Domestic E&P companies are generally best suited for these conditions because of their smaller capital structure, which supports lower profits per barrel and enables them to move swiftly across emerging drilling prospects. Select E&P companies, for example, also have a proprietary database for all hydraulic fracturing specifications for more than 5,000 wells, which they will continue to “slice and dice” to find the new bottom of the cost curve.This margin migration is evident in the rise in total shareholder returns of the gas downstream segment. The Standard & Poor’s (S&P) Composite Chemicals index outperformed the S&P Composite E&P index by almost 25 percent, and the stock price of the largest stand-alone US LNG exporter rose by 400 percent from 2012 to 2013.17 As of July 31, 2014, more than 35 LNG export applications were on file with the US Department of Energy for approval, and almost 150 chemical projects have been announced in the United States—highlighting the extent of the growth opportunities and margin migration toward the gas downstream.18
In sum, the kink in price and production curves suggest the coming of a third set of choices for oil and gas companies operating in the US onshore market—shale oil upstream or the gas downstream. Given the competition for capital in the oil and gas industry and the need to prioritize each dollar, the investment decisions companies make in 2014 will likely be key to the industry’s long-term profitability and business model.
Shale oil is the fastest-growing resource in the United States because of the advantaged oil-to-gas price ratio. However, this fast growth will likely make the shale oil market more fragmented and less differentiated—much like the current domestic shale gas market. Consider the effect of more than 500 independents drilling for the same oil in the same market.19 The competition in this market will intensify over the next few years as the growth rate slows down and turns negative because of the depletion of “sweet spots”. Deloitte MarketPoint LLC estimates that US unconventional oil production will peak by 2020 at about 4.5 million barrels a day (MMbbl/d).20
On the other hand, US shale gas production is projected to revive after 2016 and double to 20 Tcf by 2040.21 This strength in shale gas and associated natural gas liquids (NGLs) production will depend on large-scale investments in “the” US gas downstream. According to the EIA, 33 percent of the increase in US shale gas and 85 percent of the growth in US NGLs will be driven by the growth in LNG and petrochemicals, respectively, from 2011 to 2025 (figure 4).

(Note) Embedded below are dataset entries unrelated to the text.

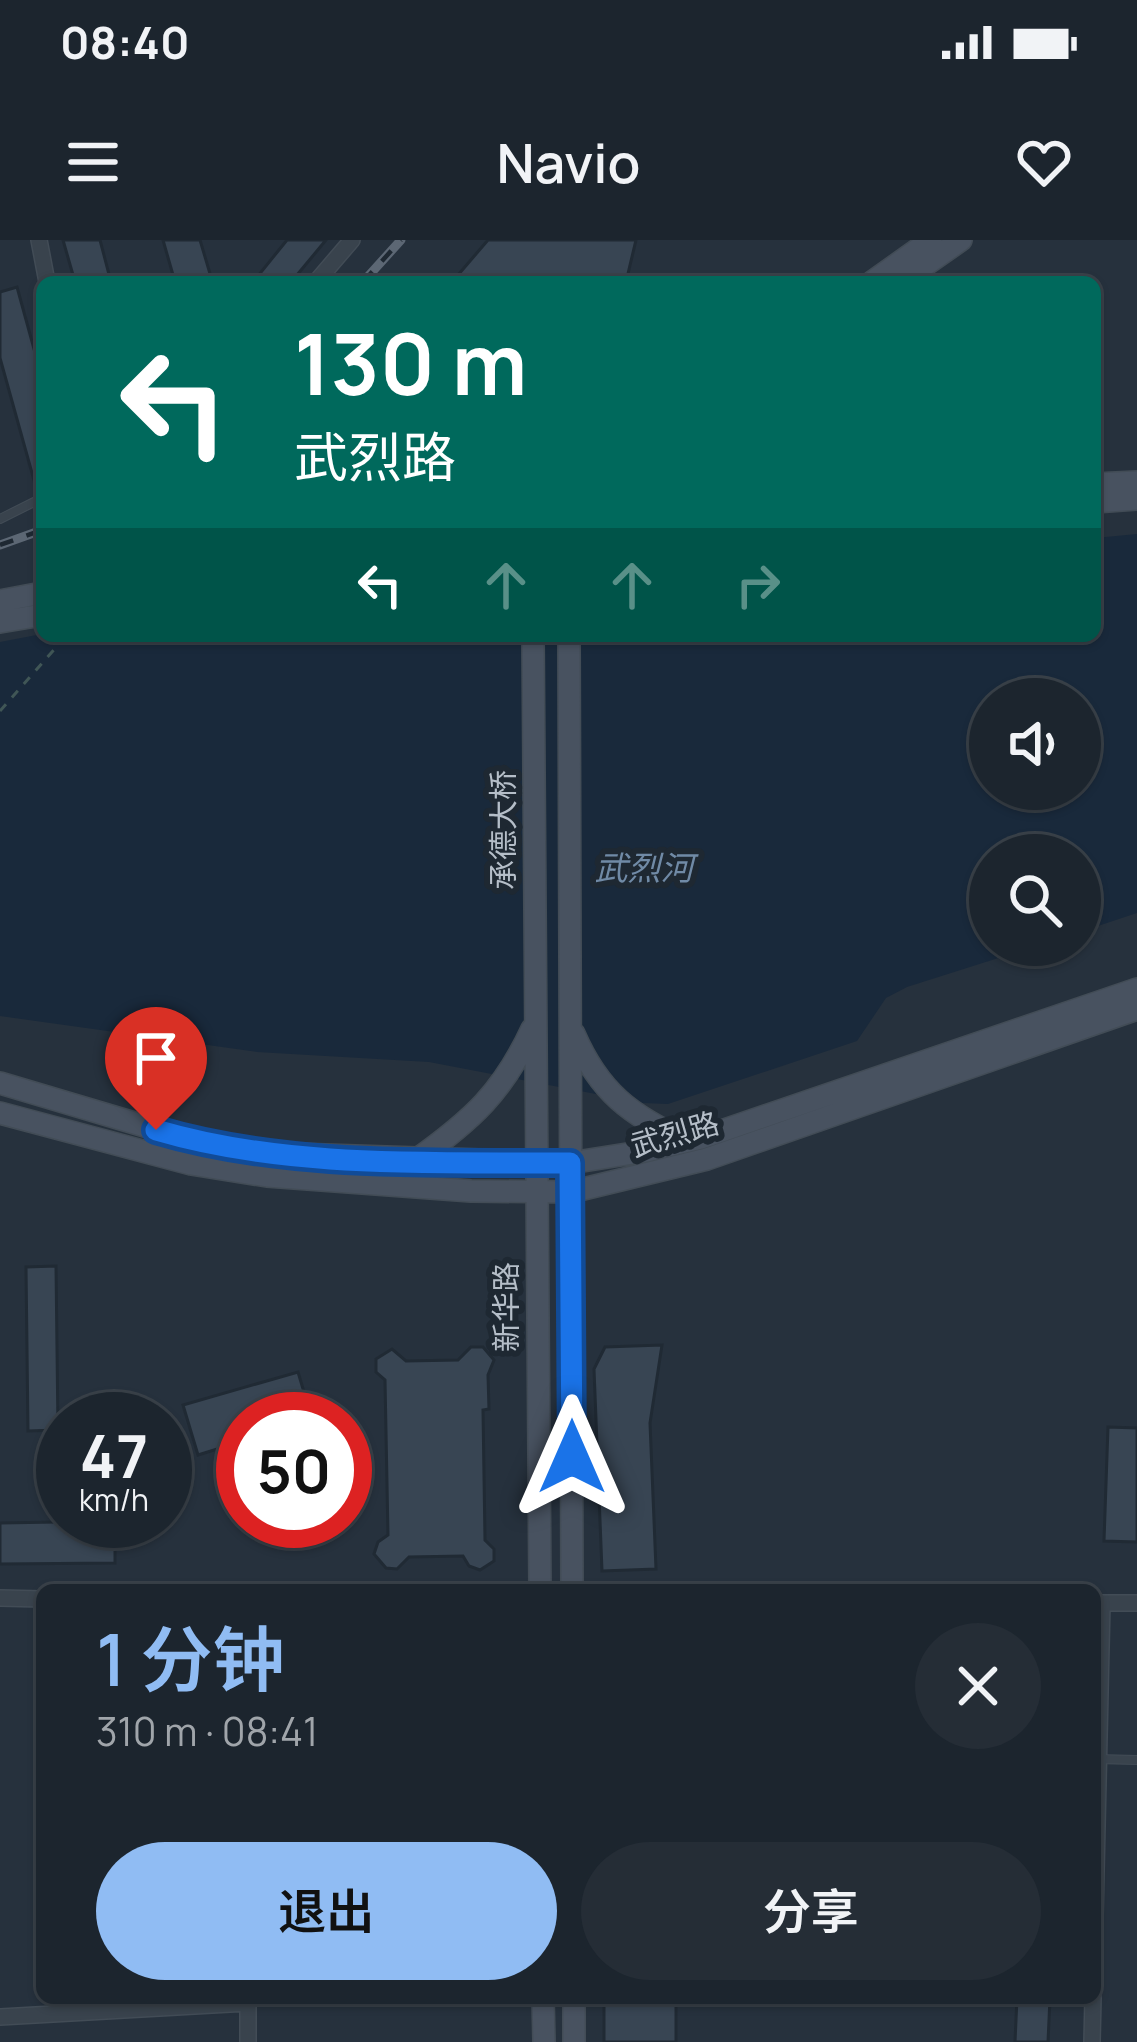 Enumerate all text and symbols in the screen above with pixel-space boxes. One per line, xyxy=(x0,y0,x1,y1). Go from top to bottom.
text: 08:40 xyxy=(60,11,190,73)
text: Navio xyxy=(496,125,641,199)
icon: menu xyxy=(60,129,126,195)
icon: heart xyxy=(1011,129,1077,195)
text: 130 m xyxy=(294,305,527,420)
icon: left xyxy=(96,324,252,480)
text: 武烈路 xyxy=(294,419,456,493)
icon: left xyxy=(347,552,413,618)
icon: ahead xyxy=(473,552,539,618)
icon: ahead xyxy=(599,552,665,618)
icon: right xyxy=(725,552,791,618)
map controls xyxy=(969,678,1101,966)
button: sound xyxy=(969,678,1101,810)
street label: 承德大桥 xyxy=(482,770,523,890)
button: search xyxy=(969,834,1101,966)
water label: 武烈河 xyxy=(595,845,700,890)
pin xyxy=(105,1007,207,1130)
icon: arrive xyxy=(123,1025,189,1091)
street label: 武烈路 xyxy=(626,1101,723,1166)
street label: 新华路 xyxy=(485,1262,526,1352)
speed limit sign: 50 xyxy=(216,1392,372,1548)
position arrow xyxy=(509,1394,635,1520)
text: 47 xyxy=(80,1414,148,1496)
text: km/h xyxy=(79,1479,149,1520)
text: 1 分钟 xyxy=(96,1609,285,1708)
button: close xyxy=(915,1623,1041,1749)
text: 310 m · 08:41 xyxy=(96,1704,318,1758)
button: 退出 xyxy=(96,1842,557,1980)
button: 分享 xyxy=(581,1842,1041,1980)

The price differential between global oil (or oil-linked global gas) and US gas is projected to remain far above the equilibrium price level of 6:1, ranging between 18:1 to 26:1 until 2040. According to Sasol’s CEO, the company’s proposed new ethane cracker in Louisiana can afford for the ratio to go as low as 16:1.22 This will continue to provide the US petrochemical and LNG export industries a profound and sustainable competitive advantage for the foreseeable future.

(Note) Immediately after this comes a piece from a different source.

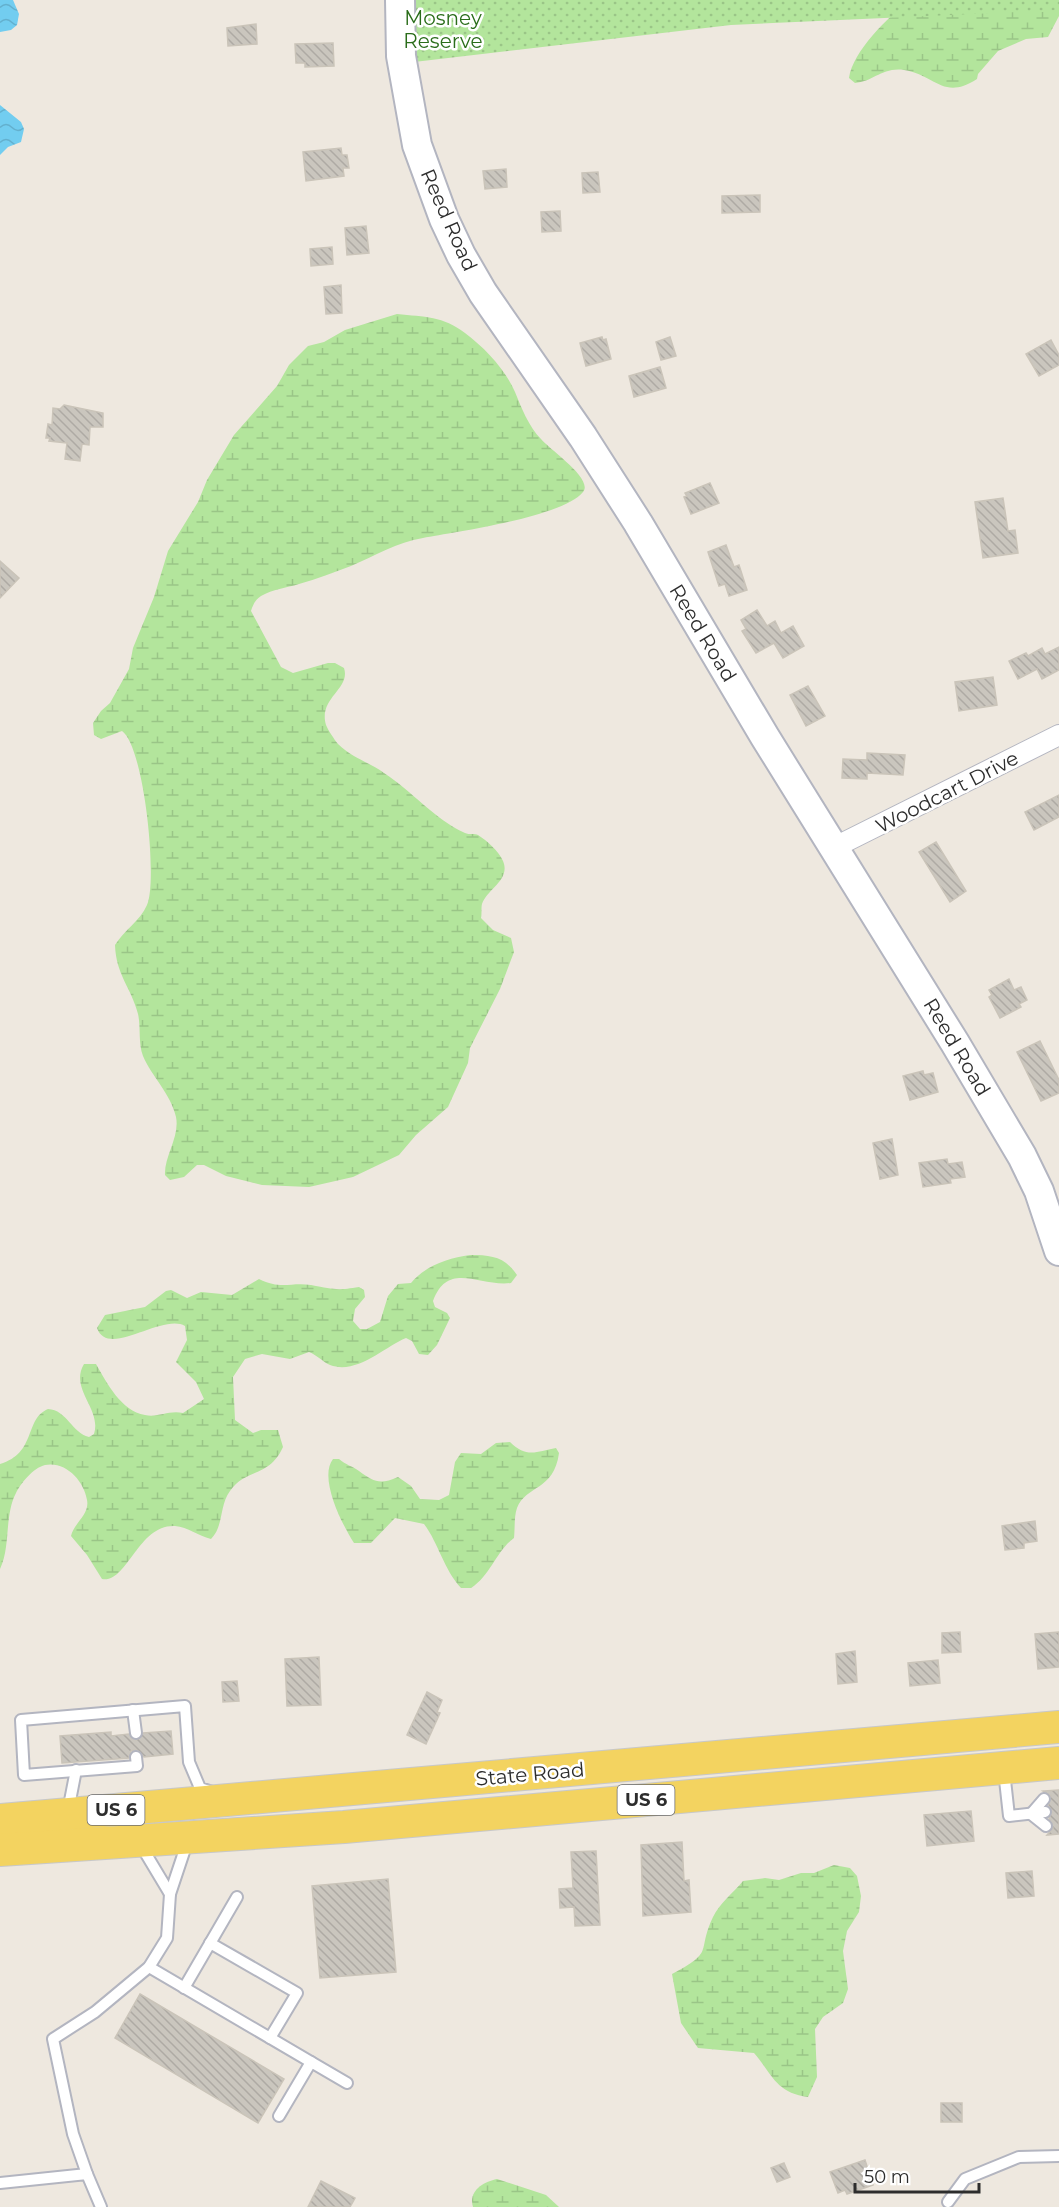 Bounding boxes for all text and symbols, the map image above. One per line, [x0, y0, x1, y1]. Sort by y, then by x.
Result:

The cost to produce ethylene (the base petrochemical product) in the United States is now the second-lowest in the world because of low prices for feedstock, power, and fuel, which constitute 65 percent to 85 percent of the production cost.23 The fact that more than $100 billion in investment is finding its way into the US petrochemicals segment is a testament to the value and affordability of America’s shale gas and ethane supplies.24
The other half of the US gas downstream segment, the LNG business, shares a positive outlook similar to that of petrochemicals. The LNG business benefits from not just the advantaged gas price but also the lower capital costs associated with the conversion of existing regasification terminals. In contrast to costly greenfield international LNG projects, US brownfield conversion projects are 1.5 to 2.5 times cheaper. The conversion also provides timing, construction, and operating cost advantages over new projects, which are plagued by cost inflation.25
In sum, the gas downstream segment is poised to be the US oil and gas industry’s biggest long-term advancement since the development of shale gas. However, unlike the shale oil market, where pure-play E&P companies would continue to lead development, the gas downstream segment will likely have a diverse set of industry participants. For example, supermajors, domestic pure plays (like Dow Chemical and LyondellBasell), and international chemical companies (like Sasol and Formosa Plastics) will likely compete for the sizeable growth opportunities in the US petrochemical industry. On the other hand, the US LNG export market will have a new set of competitors for upstream players—midstream companies, domestic utilities, and foreign diversified entities, which together represent more than 85 percent of the proposed US LNG export capacity. Knowing that each participant will aim for a competitive lead, it will be interesting to see how they seize these opportunities, deal with each other, and shape the US oil and gas industry.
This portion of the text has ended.